DIRECTIONS: From the entries below, gather each line containing the word "canvas".

INPUT DATA:
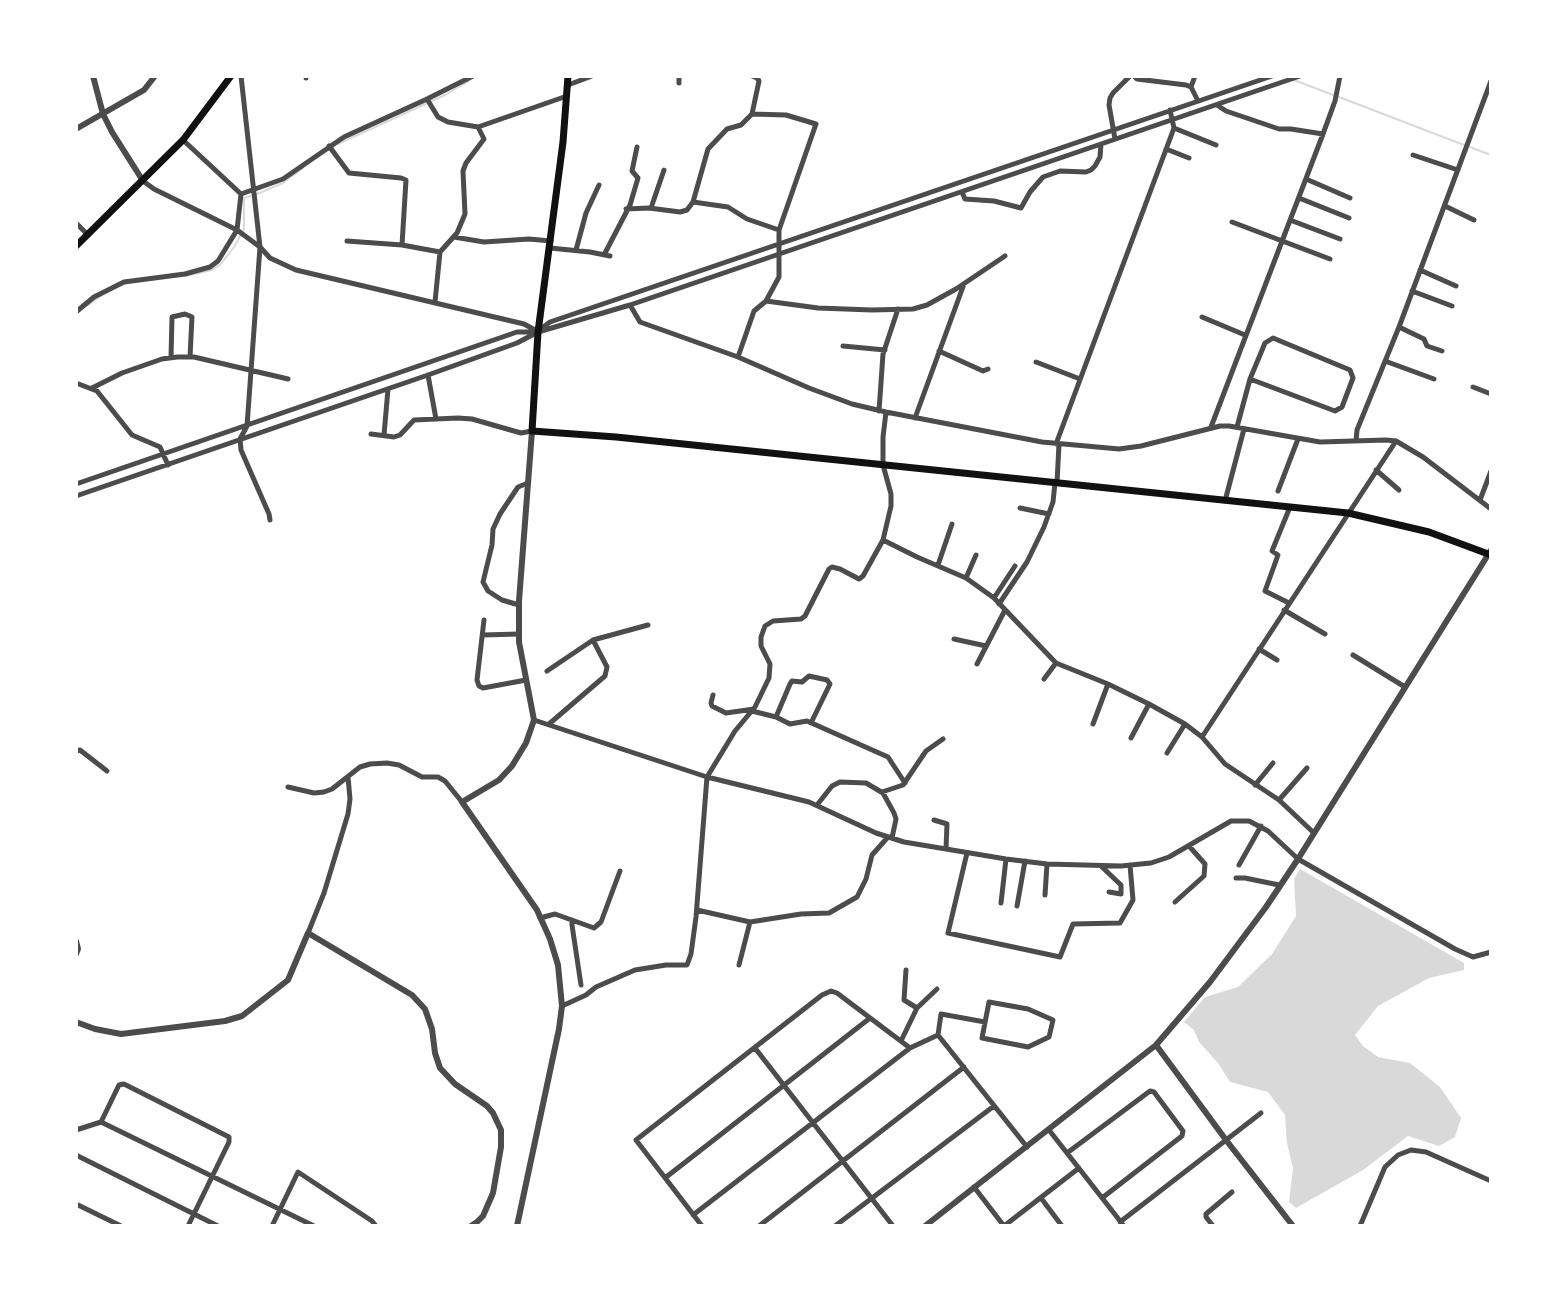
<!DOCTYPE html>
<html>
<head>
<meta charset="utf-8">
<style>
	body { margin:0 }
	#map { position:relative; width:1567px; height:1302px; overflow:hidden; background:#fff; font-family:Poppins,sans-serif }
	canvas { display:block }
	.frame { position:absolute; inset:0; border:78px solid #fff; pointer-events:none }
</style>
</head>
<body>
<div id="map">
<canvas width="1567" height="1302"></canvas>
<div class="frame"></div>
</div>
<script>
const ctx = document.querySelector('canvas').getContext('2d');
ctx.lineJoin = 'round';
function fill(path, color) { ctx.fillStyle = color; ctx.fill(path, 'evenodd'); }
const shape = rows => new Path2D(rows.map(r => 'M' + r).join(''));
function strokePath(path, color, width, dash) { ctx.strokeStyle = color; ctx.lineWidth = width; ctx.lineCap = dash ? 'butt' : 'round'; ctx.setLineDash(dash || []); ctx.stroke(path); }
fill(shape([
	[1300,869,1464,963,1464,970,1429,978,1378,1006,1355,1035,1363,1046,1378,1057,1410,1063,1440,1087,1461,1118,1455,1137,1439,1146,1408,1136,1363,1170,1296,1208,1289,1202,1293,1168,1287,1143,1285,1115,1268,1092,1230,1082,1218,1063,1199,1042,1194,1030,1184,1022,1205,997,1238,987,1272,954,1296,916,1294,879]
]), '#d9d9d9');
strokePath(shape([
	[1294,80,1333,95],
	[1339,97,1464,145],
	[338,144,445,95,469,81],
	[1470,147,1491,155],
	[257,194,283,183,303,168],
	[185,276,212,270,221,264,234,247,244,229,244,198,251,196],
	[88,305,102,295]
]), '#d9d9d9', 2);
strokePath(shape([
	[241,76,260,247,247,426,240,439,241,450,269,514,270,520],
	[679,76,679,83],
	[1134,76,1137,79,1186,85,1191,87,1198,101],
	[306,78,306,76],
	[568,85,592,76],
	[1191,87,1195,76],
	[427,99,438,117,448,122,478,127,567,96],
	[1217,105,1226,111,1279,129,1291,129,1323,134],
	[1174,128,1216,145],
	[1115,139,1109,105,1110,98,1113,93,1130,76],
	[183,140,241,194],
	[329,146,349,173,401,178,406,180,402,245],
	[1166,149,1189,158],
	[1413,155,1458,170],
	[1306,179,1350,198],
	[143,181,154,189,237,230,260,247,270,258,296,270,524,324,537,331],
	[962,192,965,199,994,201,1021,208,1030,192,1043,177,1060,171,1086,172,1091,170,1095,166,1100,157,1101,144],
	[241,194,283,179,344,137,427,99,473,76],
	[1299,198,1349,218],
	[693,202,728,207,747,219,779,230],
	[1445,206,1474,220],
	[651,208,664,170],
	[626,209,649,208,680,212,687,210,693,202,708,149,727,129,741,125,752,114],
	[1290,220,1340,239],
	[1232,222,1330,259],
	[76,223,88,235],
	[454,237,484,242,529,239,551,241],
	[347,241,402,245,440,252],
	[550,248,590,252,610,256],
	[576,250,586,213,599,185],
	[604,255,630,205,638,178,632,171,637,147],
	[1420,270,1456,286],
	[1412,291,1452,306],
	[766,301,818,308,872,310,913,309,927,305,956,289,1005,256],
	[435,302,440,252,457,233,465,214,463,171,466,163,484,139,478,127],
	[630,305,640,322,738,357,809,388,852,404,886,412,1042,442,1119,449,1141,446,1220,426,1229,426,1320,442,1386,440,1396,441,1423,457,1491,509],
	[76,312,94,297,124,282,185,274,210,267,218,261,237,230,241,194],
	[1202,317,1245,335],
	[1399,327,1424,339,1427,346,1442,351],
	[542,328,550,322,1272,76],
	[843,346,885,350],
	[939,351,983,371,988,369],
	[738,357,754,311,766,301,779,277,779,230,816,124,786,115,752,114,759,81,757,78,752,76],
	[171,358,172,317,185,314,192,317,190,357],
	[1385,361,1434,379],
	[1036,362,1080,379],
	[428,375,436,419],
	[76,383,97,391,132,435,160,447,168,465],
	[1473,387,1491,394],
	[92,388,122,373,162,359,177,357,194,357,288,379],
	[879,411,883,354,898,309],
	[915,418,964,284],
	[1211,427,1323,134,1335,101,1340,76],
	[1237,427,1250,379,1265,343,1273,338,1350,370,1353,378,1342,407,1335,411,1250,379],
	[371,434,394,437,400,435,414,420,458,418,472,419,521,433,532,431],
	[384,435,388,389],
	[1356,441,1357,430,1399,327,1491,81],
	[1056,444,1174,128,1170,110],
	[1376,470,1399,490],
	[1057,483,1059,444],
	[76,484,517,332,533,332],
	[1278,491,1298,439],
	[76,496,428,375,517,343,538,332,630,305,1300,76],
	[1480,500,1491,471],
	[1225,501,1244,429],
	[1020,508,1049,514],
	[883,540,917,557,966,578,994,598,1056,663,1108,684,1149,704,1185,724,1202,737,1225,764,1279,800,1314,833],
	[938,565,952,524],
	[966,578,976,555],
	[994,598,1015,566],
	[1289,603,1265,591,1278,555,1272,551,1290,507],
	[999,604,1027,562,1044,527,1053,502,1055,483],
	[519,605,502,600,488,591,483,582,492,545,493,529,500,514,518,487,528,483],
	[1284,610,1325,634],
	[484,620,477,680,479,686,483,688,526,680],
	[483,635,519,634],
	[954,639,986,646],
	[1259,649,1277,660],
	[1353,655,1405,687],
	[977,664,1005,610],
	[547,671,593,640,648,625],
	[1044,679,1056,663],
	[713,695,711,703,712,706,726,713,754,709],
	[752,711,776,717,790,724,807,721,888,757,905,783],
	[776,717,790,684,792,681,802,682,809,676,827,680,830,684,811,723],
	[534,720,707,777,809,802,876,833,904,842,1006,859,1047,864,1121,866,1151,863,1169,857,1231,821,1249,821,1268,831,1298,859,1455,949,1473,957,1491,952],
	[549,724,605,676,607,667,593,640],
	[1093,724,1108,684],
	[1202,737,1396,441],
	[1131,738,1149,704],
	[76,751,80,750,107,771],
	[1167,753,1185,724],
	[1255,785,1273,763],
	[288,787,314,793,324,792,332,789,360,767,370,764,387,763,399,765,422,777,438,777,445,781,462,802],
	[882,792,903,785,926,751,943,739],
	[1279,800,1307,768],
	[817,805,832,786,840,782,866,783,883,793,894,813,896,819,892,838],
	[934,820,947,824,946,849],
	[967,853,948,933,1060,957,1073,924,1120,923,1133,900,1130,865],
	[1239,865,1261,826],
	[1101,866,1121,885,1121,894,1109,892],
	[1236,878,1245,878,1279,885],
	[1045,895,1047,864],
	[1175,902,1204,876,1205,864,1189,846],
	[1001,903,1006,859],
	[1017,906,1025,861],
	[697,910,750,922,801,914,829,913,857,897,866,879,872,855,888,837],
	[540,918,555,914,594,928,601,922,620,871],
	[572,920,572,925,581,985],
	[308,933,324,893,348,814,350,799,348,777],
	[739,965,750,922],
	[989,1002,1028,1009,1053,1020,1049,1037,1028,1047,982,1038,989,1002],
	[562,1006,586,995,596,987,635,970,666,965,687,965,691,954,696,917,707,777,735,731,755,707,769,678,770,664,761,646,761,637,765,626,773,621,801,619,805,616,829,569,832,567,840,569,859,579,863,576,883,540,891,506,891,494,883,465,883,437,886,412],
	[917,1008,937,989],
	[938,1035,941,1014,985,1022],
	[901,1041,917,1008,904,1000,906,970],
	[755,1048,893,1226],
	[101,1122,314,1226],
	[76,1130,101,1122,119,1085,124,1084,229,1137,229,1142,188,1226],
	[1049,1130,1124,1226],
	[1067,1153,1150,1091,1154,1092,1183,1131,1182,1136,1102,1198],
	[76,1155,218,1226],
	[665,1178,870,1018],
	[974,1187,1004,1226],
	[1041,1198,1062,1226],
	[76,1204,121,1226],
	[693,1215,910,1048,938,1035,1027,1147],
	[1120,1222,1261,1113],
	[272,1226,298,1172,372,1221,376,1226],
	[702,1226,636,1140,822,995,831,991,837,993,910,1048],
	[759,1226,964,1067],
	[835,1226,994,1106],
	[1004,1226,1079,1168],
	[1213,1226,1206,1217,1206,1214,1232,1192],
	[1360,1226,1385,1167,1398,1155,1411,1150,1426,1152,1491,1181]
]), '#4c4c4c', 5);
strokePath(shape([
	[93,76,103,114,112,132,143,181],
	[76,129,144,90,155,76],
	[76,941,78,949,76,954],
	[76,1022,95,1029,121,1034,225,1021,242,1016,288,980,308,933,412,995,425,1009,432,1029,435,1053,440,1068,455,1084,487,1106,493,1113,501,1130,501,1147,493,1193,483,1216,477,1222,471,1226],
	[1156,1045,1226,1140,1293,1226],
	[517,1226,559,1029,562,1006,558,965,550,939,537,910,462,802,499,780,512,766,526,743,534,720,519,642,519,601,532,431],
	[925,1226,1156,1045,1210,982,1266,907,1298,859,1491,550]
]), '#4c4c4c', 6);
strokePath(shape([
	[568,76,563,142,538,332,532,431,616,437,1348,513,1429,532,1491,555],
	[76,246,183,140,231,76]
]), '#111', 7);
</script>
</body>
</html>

ANSWER TO THIS EXERCISE:
	canvas { display:block }
<canvas width="1567" height="1302"></canvas>
const ctx = document.querySelector('canvas').getContext('2d');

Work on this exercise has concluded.